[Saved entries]
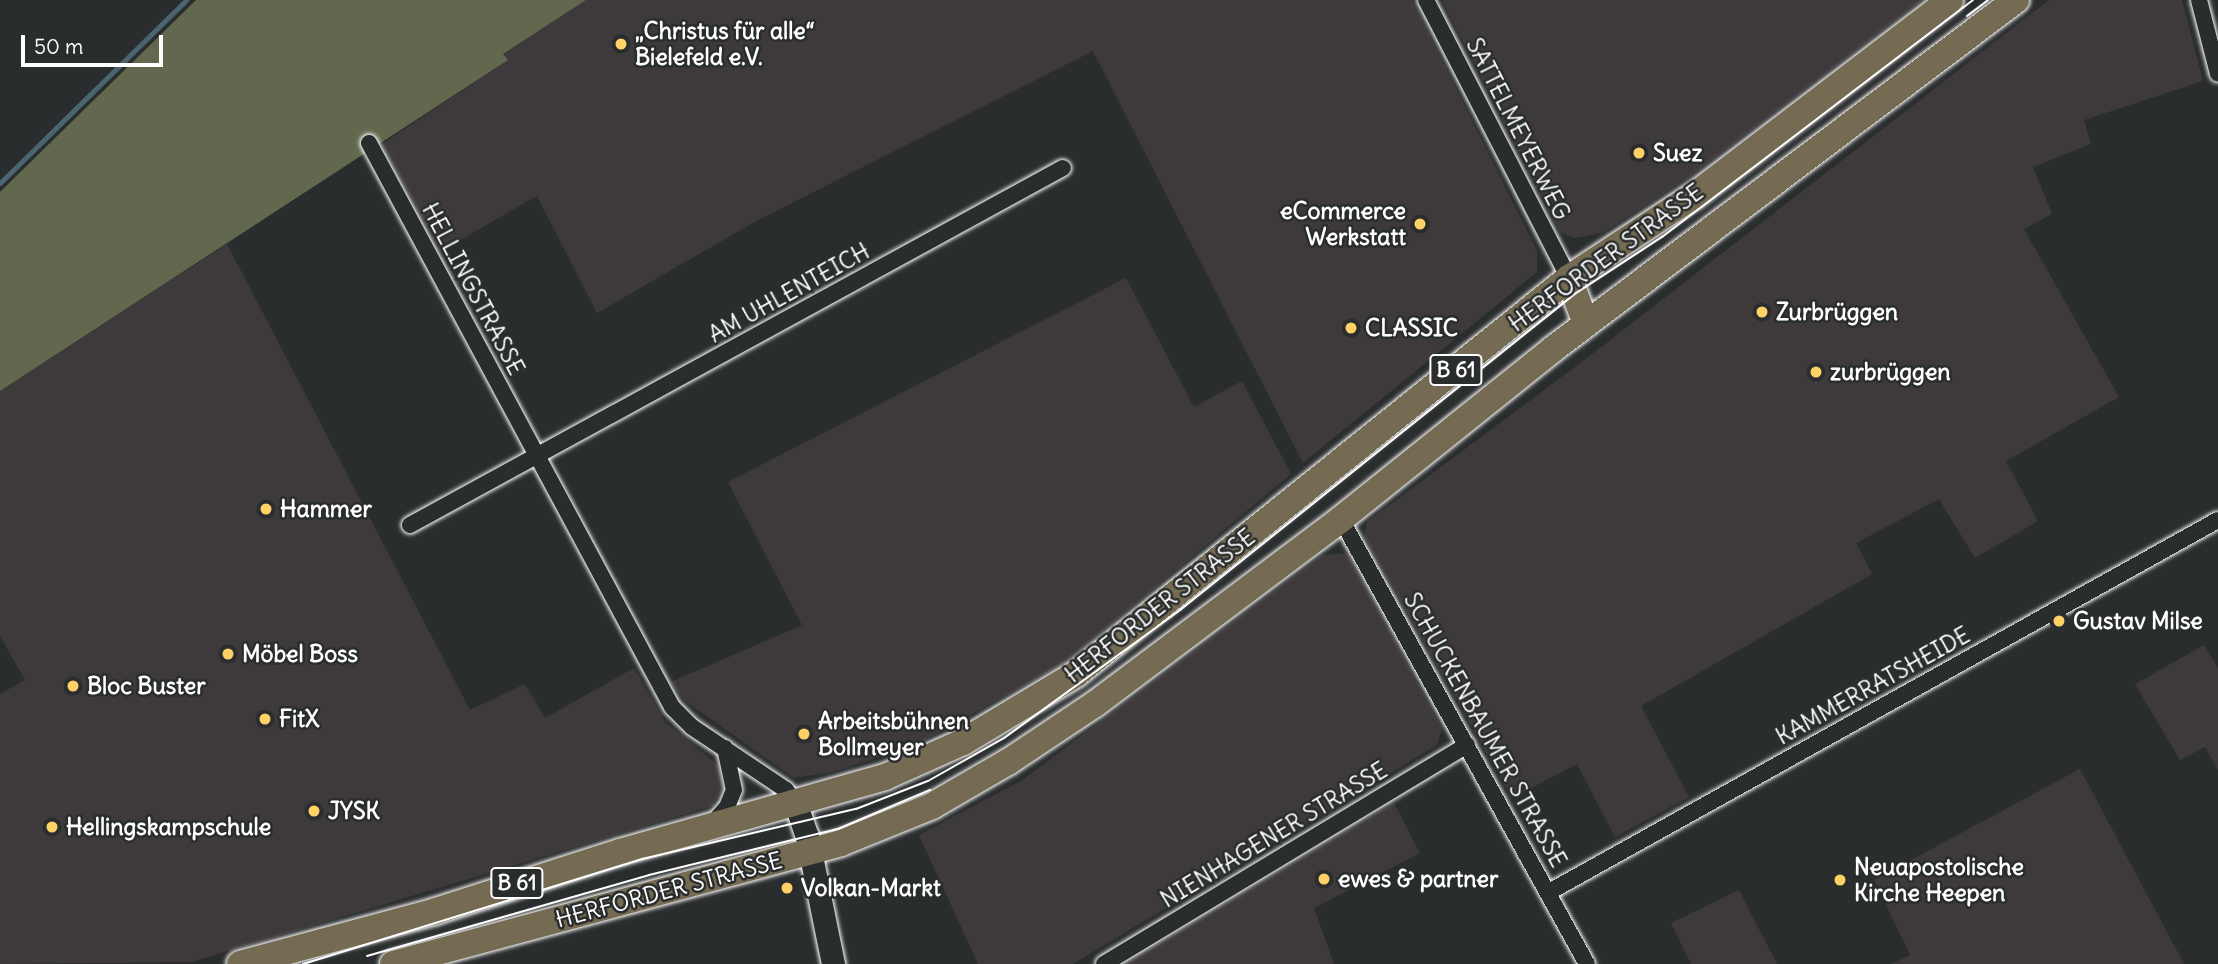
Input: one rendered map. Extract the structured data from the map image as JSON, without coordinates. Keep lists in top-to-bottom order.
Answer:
{
  "streets": {
    "main road": ["HERFORDER STRASSE", "B 61"],
    "street": [
      "SATTELMEYERWEG",
      "HELLINGSTRASSE",
      "AM UHLENTEICH",
      "KAMMERRATSHEIDE",
      "SCHUCKENBAUMER STRASSE",
      "NIENHAGENER STRASSE"
    ]
  },
  "crossings": [
    ["SATTELMEYERWEG", "HERFORDER STRASSE"],
    ["HERFORDER STRASSE", "HELLINGSTRASSE"],
    ["HERFORDER STRASSE", "SCHUCKENBAUMER STRASSE"],
    ["HELLINGSTRASSE", "AM UHLENTEICH"],
    ["KAMMERRATSHEIDE", "SCHUCKENBAUMER STRASSE"],
    ["SCHUCKENBAUMER STRASSE", "NIENHAGENER STRASSE"]
  ],
  "places": [
    "„Christus für alle“ Bielefeld e.V.",
    "Suez",
    "eCommerce Werkstatt",
    "Zurbrüggen",
    "CLASSIC",
    "zurbrüggen",
    "Hammer",
    "Gustav Milse",
    "Möbel Boss",
    "Bloc Buster",
    "FitX",
    "Arbeitsbühnen Bollmeyer",
    "JYSK",
    "Hellingskampschule",
    "ewes & partner",
    "Neuapostolische Kirche Heepen",
    "Volkan-Markt"
  ],
  "scale_bar": "50 m"
}
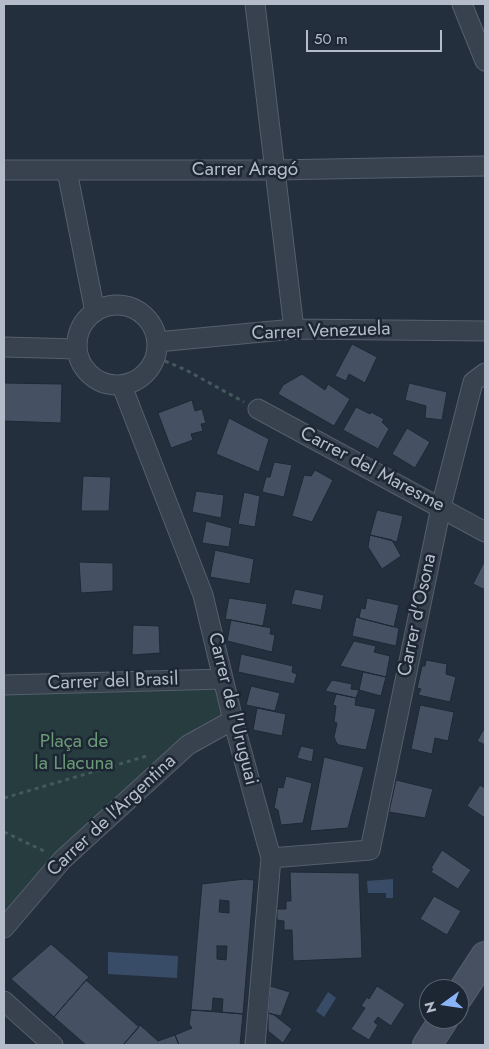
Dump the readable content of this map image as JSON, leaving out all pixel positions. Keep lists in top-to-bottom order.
{
  "streets": {
    "street": [
      "Carrer Aragó",
      "Carrer Venezuela",
      "Carrer del Maresme",
      "Carrer d'Osona",
      "Carrer del Brasil",
      "Carrer de l'Uruguai",
      "Carrer de l'Argentina"
    ]
  },
  "crossings": [
    ["Carrer Venezuela", "Carrer de l'Uruguai"],
    ["Carrer del Maresme", "Carrer d'Osona"],
    ["Carrer d'Osona", "Carrer de l'Uruguai"],
    ["Carrer del Brasil", "Carrer de l'Uruguai"],
    ["Carrer de l'Uruguai", "Carrer de l'Argentina"]
  ],
  "parks": ["Plaça de la Llacuna"],
  "scale_bar": "50 m",
  "north": "left"
}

- [Work instruction] Reproduce the data in full. Do not carry over any picture.

- [Exercise answer]
Input: one rendered map. Extract the structured data from the map image as JSON, without coordinates. Keep lists in top-to-bottom order.
Answer:
{
  "streets": {
    "main road": ["HERFORDER STRASSE", "B 61"],
    "street": [
      "SATTELMEYERWEG",
      "HELLINGSTRASSE",
      "AM UHLENTEICH",
      "KAMMERRATSHEIDE",
      "SCHUCKENBAUMER STRASSE",
      "NIENHAGENER STRASSE"
    ]
  },
  "crossings": [
    ["SATTELMEYERWEG", "HERFORDER STRASSE"],
    ["HERFORDER STRASSE", "HELLINGSTRASSE"],
    ["HERFORDER STRASSE", "SCHUCKENBAUMER STRASSE"],
    ["HELLINGSTRASSE", "AM UHLENTEICH"],
    ["KAMMERRATSHEIDE", "SCHUCKENBAUMER STRASSE"],
    ["SCHUCKENBAUMER STRASSE", "NIENHAGENER STRASSE"]
  ],
  "places": [
    "„Christus für alle“ Bielefeld e.V.",
    "Suez",
    "eCommerce Werkstatt",
    "Zurbrüggen",
    "CLASSIC",
    "zurbrüggen",
    "Hammer",
    "Gustav Milse",
    "Möbel Boss",
    "Bloc Buster",
    "FitX",
    "Arbeitsbühnen Bollmeyer",
    "JYSK",
    "Hellingskampschule",
    "ewes & partner",
    "Neuapostolische Kirche Heepen",
    "Volkan-Markt"
  ],
  "scale_bar": "50 m"
}
Dump the readable content of this map image as JSON, leaving out all pixel positions. Keep lists in top-to-bottom order.
{
  "streets": {
    "street": [
      "Carrer Aragó",
      "Carrer Venezuela",
      "Carrer del Maresme",
      "Carrer d'Osona",
      "Carrer del Brasil",
      "Carrer de l'Uruguai",
      "Carrer de l'Argentina"
    ]
  },
  "crossings": [
    ["Carrer Venezuela", "Carrer de l'Uruguai"],
    ["Carrer del Maresme", "Carrer d'Osona"],
    ["Carrer d'Osona", "Carrer de l'Uruguai"],
    ["Carrer del Brasil", "Carrer de l'Uruguai"],
    ["Carrer de l'Uruguai", "Carrer de l'Argentina"]
  ],
  "parks": ["Plaça de la Llacuna"],
  "scale_bar": "50 m",
  "north": "left"
}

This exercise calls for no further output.